Make a verbatim copy of the entries below; pictures stay out.

Content starts

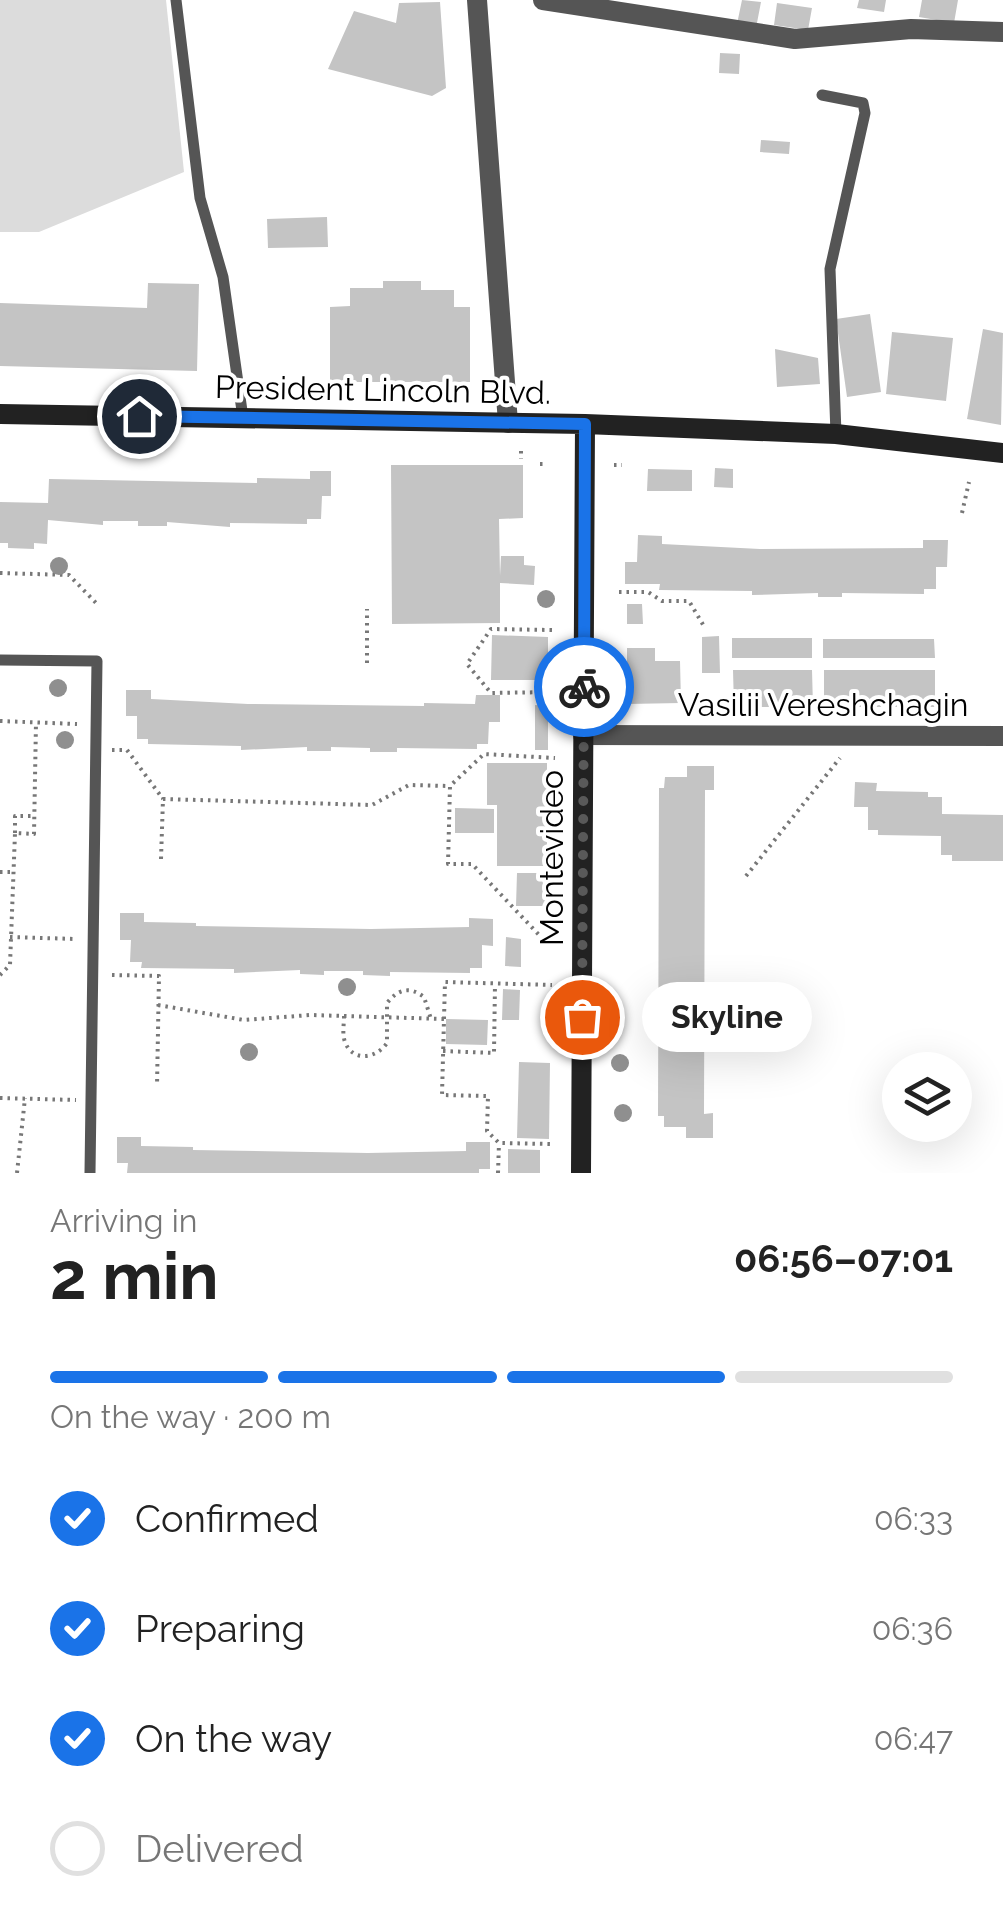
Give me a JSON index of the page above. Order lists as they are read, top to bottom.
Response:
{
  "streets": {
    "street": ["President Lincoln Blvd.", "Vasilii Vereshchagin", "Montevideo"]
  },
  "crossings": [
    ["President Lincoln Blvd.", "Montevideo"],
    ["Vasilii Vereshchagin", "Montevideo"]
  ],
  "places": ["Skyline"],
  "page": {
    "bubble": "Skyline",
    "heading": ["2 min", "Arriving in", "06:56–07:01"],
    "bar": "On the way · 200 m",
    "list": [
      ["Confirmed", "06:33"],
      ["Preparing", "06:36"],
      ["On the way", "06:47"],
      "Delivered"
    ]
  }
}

Content ends

## [Result for this exercise]
Give me a JSON index of the page above. Order lists as they are read, top to bottom.
Response:
{
  "streets": {
    "street": ["President Lincoln Blvd.", "Vasilii Vereshchagin", "Montevideo"]
  },
  "crossings": [
    ["President Lincoln Blvd.", "Montevideo"],
    ["Vasilii Vereshchagin", "Montevideo"]
  ],
  "places": ["Skyline"],
  "page": {
    "bubble": "Skyline",
    "heading": ["2 min", "Arriving in", "06:56–07:01"],
    "bar": "On the way · 200 m",
    "list": [
      ["Confirmed", "06:33"],
      ["Preparing", "06:36"],
      ["On the way", "06:47"],
      "Delivered"
    ]
  }
}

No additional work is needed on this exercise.